_Task description_:
Please print out every entry below, verbatim.

------------

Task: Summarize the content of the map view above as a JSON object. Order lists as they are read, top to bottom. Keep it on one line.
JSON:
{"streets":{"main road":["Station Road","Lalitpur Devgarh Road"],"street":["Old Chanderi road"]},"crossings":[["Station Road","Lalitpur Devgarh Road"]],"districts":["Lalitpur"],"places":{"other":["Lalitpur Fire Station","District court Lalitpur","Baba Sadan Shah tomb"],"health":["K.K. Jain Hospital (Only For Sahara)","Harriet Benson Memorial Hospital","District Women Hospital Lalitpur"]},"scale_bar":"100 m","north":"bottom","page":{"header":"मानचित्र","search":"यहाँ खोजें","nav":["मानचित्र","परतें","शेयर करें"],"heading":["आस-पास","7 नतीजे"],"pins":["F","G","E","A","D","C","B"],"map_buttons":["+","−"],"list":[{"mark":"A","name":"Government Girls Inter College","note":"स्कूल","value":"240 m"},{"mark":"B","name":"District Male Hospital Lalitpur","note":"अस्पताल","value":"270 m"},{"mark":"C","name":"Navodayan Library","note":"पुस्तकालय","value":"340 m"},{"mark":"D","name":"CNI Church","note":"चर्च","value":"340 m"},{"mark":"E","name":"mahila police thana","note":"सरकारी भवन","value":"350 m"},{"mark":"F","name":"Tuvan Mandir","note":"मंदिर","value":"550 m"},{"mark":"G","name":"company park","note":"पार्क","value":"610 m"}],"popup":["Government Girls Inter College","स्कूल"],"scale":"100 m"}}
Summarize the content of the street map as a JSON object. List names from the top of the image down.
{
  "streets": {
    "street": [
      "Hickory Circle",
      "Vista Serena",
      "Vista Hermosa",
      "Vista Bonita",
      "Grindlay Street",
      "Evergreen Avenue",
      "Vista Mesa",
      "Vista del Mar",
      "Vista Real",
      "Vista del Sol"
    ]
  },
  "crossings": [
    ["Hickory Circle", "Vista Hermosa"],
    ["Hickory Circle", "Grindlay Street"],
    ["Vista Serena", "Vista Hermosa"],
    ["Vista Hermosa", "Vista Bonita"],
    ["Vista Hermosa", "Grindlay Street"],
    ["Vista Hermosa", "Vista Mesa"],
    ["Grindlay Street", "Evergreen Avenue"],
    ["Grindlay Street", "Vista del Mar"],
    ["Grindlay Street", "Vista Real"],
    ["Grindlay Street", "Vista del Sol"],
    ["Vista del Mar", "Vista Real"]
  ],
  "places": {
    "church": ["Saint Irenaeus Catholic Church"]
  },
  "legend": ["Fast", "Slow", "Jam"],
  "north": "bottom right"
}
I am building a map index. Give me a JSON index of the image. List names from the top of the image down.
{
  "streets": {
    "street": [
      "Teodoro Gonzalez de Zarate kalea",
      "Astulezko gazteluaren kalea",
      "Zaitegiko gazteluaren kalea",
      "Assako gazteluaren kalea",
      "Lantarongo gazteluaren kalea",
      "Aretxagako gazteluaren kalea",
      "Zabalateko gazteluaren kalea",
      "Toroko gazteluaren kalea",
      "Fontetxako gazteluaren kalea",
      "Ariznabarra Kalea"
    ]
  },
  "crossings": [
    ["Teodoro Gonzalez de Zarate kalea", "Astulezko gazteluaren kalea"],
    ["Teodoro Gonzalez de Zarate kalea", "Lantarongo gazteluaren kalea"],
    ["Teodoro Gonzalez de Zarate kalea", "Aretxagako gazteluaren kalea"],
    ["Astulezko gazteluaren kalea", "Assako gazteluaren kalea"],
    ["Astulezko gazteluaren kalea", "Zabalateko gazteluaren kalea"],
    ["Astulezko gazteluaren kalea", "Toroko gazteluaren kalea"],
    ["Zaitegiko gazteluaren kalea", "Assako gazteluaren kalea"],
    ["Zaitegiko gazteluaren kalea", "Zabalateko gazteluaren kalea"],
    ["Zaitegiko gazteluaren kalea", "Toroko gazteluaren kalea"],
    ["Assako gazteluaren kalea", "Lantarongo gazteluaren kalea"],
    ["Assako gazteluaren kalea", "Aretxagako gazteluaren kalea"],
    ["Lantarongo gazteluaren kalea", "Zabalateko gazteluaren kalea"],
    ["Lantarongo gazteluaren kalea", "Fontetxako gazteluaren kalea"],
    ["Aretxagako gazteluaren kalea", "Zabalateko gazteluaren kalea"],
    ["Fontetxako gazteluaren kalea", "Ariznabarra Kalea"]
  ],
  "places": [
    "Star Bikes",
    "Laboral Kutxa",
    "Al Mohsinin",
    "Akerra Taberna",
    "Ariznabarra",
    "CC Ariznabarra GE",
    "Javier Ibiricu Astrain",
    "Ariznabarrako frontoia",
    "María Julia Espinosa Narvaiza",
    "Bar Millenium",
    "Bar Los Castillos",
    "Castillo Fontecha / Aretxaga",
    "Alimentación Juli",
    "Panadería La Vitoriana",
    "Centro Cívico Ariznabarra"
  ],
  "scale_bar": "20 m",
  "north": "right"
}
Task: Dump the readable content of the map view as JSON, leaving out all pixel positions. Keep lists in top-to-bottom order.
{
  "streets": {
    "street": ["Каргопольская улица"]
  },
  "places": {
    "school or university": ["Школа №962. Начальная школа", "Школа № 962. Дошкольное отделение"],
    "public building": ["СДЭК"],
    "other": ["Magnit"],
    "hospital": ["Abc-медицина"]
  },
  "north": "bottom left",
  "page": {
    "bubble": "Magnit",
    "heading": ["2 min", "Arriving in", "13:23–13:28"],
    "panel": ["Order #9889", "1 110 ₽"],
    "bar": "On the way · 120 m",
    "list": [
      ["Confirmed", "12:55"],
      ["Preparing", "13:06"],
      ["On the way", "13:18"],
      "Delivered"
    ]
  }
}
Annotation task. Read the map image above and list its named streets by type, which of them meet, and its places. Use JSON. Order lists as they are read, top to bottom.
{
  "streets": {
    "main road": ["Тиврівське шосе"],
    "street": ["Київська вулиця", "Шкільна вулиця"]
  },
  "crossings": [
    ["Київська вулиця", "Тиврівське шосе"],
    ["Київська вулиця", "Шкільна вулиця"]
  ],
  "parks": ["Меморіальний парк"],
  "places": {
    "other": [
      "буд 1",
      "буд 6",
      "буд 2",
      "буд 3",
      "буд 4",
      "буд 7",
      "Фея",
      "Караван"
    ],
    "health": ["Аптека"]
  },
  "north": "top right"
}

------------

_Result of this exercise_:
Task: Summarize the content of the map view above as a JSON object. Order lists as they are read, top to bottom. Keep it on one line.
JSON:
{"streets":{"main road":["Station Road","Lalitpur Devgarh Road"],"street":["Old Chanderi road"]},"crossings":[["Station Road","Lalitpur Devgarh Road"]],"districts":["Lalitpur"],"places":{"other":["Lalitpur Fire Station","District court Lalitpur","Baba Sadan Shah tomb"],"health":["K.K. Jain Hospital (Only For Sahara)","Harriet Benson Memorial Hospital","District Women Hospital Lalitpur"]},"scale_bar":"100 m","north":"bottom","page":{"header":"मानचित्र","search":"यहाँ खोजें","nav":["मानचित्र","परतें","शेयर करें"],"heading":["आस-पास","7 नतीजे"],"pins":["F","G","E","A","D","C","B"],"map_buttons":["+","−"],"list":[{"mark":"A","name":"Government Girls Inter College","note":"स्कूल","value":"240 m"},{"mark":"B","name":"District Male Hospital Lalitpur","note":"अस्पताल","value":"270 m"},{"mark":"C","name":"Navodayan Library","note":"पुस्तकालय","value":"340 m"},{"mark":"D","name":"CNI Church","note":"चर्च","value":"340 m"},{"mark":"E","name":"mahila police thana","note":"सरकारी भवन","value":"350 m"},{"mark":"F","name":"Tuvan Mandir","note":"मंदिर","value":"550 m"},{"mark":"G","name":"company park","note":"पार्क","value":"610 m"}],"popup":["Government Girls Inter College","स्कूल"],"scale":"100 m"}}
Summarize the content of the street map as a JSON object. List names from the top of the image down.
{
  "streets": {
    "street": [
      "Hickory Circle",
      "Vista Serena",
      "Vista Hermosa",
      "Vista Bonita",
      "Grindlay Street",
      "Evergreen Avenue",
      "Vista Mesa",
      "Vista del Mar",
      "Vista Real",
      "Vista del Sol"
    ]
  },
  "crossings": [
    ["Hickory Circle", "Vista Hermosa"],
    ["Hickory Circle", "Grindlay Street"],
    ["Vista Serena", "Vista Hermosa"],
    ["Vista Hermosa", "Vista Bonita"],
    ["Vista Hermosa", "Grindlay Street"],
    ["Vista Hermosa", "Vista Mesa"],
    ["Grindlay Street", "Evergreen Avenue"],
    ["Grindlay Street", "Vista del Mar"],
    ["Grindlay Street", "Vista Real"],
    ["Grindlay Street", "Vista del Sol"],
    ["Vista del Mar", "Vista Real"]
  ],
  "places": {
    "church": ["Saint Irenaeus Catholic Church"]
  },
  "legend": ["Fast", "Slow", "Jam"],
  "north": "bottom right"
}
I am building a map index. Give me a JSON index of the image. List names from the top of the image down.
{
  "streets": {
    "street": [
      "Teodoro Gonzalez de Zarate kalea",
      "Astulezko gazteluaren kalea",
      "Zaitegiko gazteluaren kalea",
      "Assako gazteluaren kalea",
      "Lantarongo gazteluaren kalea",
      "Aretxagako gazteluaren kalea",
      "Zabalateko gazteluaren kalea",
      "Toroko gazteluaren kalea",
      "Fontetxako gazteluaren kalea",
      "Ariznabarra Kalea"
    ]
  },
  "crossings": [
    ["Teodoro Gonzalez de Zarate kalea", "Astulezko gazteluaren kalea"],
    ["Teodoro Gonzalez de Zarate kalea", "Lantarongo gazteluaren kalea"],
    ["Teodoro Gonzalez de Zarate kalea", "Aretxagako gazteluaren kalea"],
    ["Astulezko gazteluaren kalea", "Assako gazteluaren kalea"],
    ["Astulezko gazteluaren kalea", "Zabalateko gazteluaren kalea"],
    ["Astulezko gazteluaren kalea", "Toroko gazteluaren kalea"],
    ["Zaitegiko gazteluaren kalea", "Assako gazteluaren kalea"],
    ["Zaitegiko gazteluaren kalea", "Zabalateko gazteluaren kalea"],
    ["Zaitegiko gazteluaren kalea", "Toroko gazteluaren kalea"],
    ["Assako gazteluaren kalea", "Lantarongo gazteluaren kalea"],
    ["Assako gazteluaren kalea", "Aretxagako gazteluaren kalea"],
    ["Lantarongo gazteluaren kalea", "Zabalateko gazteluaren kalea"],
    ["Lantarongo gazteluaren kalea", "Fontetxako gazteluaren kalea"],
    ["Aretxagako gazteluaren kalea", "Zabalateko gazteluaren kalea"],
    ["Fontetxako gazteluaren kalea", "Ariznabarra Kalea"]
  ],
  "places": [
    "Star Bikes",
    "Laboral Kutxa",
    "Al Mohsinin",
    "Akerra Taberna",
    "Ariznabarra",
    "CC Ariznabarra GE",
    "Javier Ibiricu Astrain",
    "Ariznabarrako frontoia",
    "María Julia Espinosa Narvaiza",
    "Bar Millenium",
    "Bar Los Castillos",
    "Castillo Fontecha / Aretxaga",
    "Alimentación Juli",
    "Panadería La Vitoriana",
    "Centro Cívico Ariznabarra"
  ],
  "scale_bar": "20 m",
  "north": "right"
}
Task: Dump the readable content of the map view as JSON, leaving out all pixel positions. Keep lists in top-to-bottom order.
{
  "streets": {
    "street": ["Каргопольская улица"]
  },
  "places": {
    "school or university": ["Школа №962. Начальная школа", "Школа № 962. Дошкольное отделение"],
    "public building": ["СДЭК"],
    "other": ["Magnit"],
    "hospital": ["Abc-медицина"]
  },
  "north": "bottom left",
  "page": {
    "bubble": "Magnit",
    "heading": ["2 min", "Arriving in", "13:23–13:28"],
    "panel": ["Order #9889", "1 110 ₽"],
    "bar": "On the way · 120 m",
    "list": [
      ["Confirmed", "12:55"],
      ["Preparing", "13:06"],
      ["On the way", "13:18"],
      "Delivered"
    ]
  }
}
Annotation task. Read the map image above and list its named streets by type, which of them meet, and its places. Use JSON. Order lists as they are read, top to bottom.
{
  "streets": {
    "main road": ["Тиврівське шосе"],
    "street": ["Київська вулиця", "Шкільна вулиця"]
  },
  "crossings": [
    ["Київська вулиця", "Тиврівське шосе"],
    ["Київська вулиця", "Шкільна вулиця"]
  ],
  "parks": ["Меморіальний парк"],
  "places": {
    "other": [
      "буд 1",
      "буд 6",
      "буд 2",
      "буд 3",
      "буд 4",
      "буд 7",
      "Фея",
      "Караван"
    ],
    "health": ["Аптека"]
  },
  "north": "top right"
}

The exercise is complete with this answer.